## Provided data
+++++
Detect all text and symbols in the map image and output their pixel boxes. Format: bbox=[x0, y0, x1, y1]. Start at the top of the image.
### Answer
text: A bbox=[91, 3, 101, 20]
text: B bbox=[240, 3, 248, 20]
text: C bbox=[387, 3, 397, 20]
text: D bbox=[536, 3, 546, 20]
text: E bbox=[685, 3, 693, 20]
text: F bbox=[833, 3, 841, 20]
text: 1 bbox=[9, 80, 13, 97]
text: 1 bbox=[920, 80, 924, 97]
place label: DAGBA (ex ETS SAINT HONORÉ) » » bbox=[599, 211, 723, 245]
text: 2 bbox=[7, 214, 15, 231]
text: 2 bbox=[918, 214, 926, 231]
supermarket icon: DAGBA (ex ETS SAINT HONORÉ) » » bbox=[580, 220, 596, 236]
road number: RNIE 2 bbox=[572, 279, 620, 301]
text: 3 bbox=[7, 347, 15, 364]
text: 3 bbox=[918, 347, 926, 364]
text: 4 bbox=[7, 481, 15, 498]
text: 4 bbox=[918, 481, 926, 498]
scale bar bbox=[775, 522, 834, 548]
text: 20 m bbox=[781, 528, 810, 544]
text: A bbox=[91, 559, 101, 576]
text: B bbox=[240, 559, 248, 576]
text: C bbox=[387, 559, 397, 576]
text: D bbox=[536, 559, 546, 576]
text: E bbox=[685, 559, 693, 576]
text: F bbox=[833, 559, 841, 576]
+++++
## Your objective
Could you reproduce every record exactly as it appears?

## Answer to this exercise
Detect all text and symbols in the map image and output their pixel boxes. Format: bbox=[x0, y0, x1, y1]. Start at the top of the image.
### Answer
text: A bbox=[91, 3, 101, 20]
text: B bbox=[240, 3, 248, 20]
text: C bbox=[387, 3, 397, 20]
text: D bbox=[536, 3, 546, 20]
text: E bbox=[685, 3, 693, 20]
text: F bbox=[833, 3, 841, 20]
text: 1 bbox=[9, 80, 13, 97]
text: 1 bbox=[920, 80, 924, 97]
place label: DAGBA (ex ETS SAINT HONORÉ) » » bbox=[599, 211, 723, 245]
text: 2 bbox=[7, 214, 15, 231]
text: 2 bbox=[918, 214, 926, 231]
supermarket icon: DAGBA (ex ETS SAINT HONORÉ) » » bbox=[580, 220, 596, 236]
road number: RNIE 2 bbox=[572, 279, 620, 301]
text: 3 bbox=[7, 347, 15, 364]
text: 3 bbox=[918, 347, 926, 364]
text: 4 bbox=[7, 481, 15, 498]
text: 4 bbox=[918, 481, 926, 498]
scale bar bbox=[775, 522, 834, 548]
text: 20 m bbox=[781, 528, 810, 544]
text: A bbox=[91, 559, 101, 576]
text: B bbox=[240, 559, 248, 576]
text: C bbox=[387, 559, 397, 576]
text: D bbox=[536, 559, 546, 576]
text: E bbox=[685, 559, 693, 576]
text: F bbox=[833, 559, 841, 576]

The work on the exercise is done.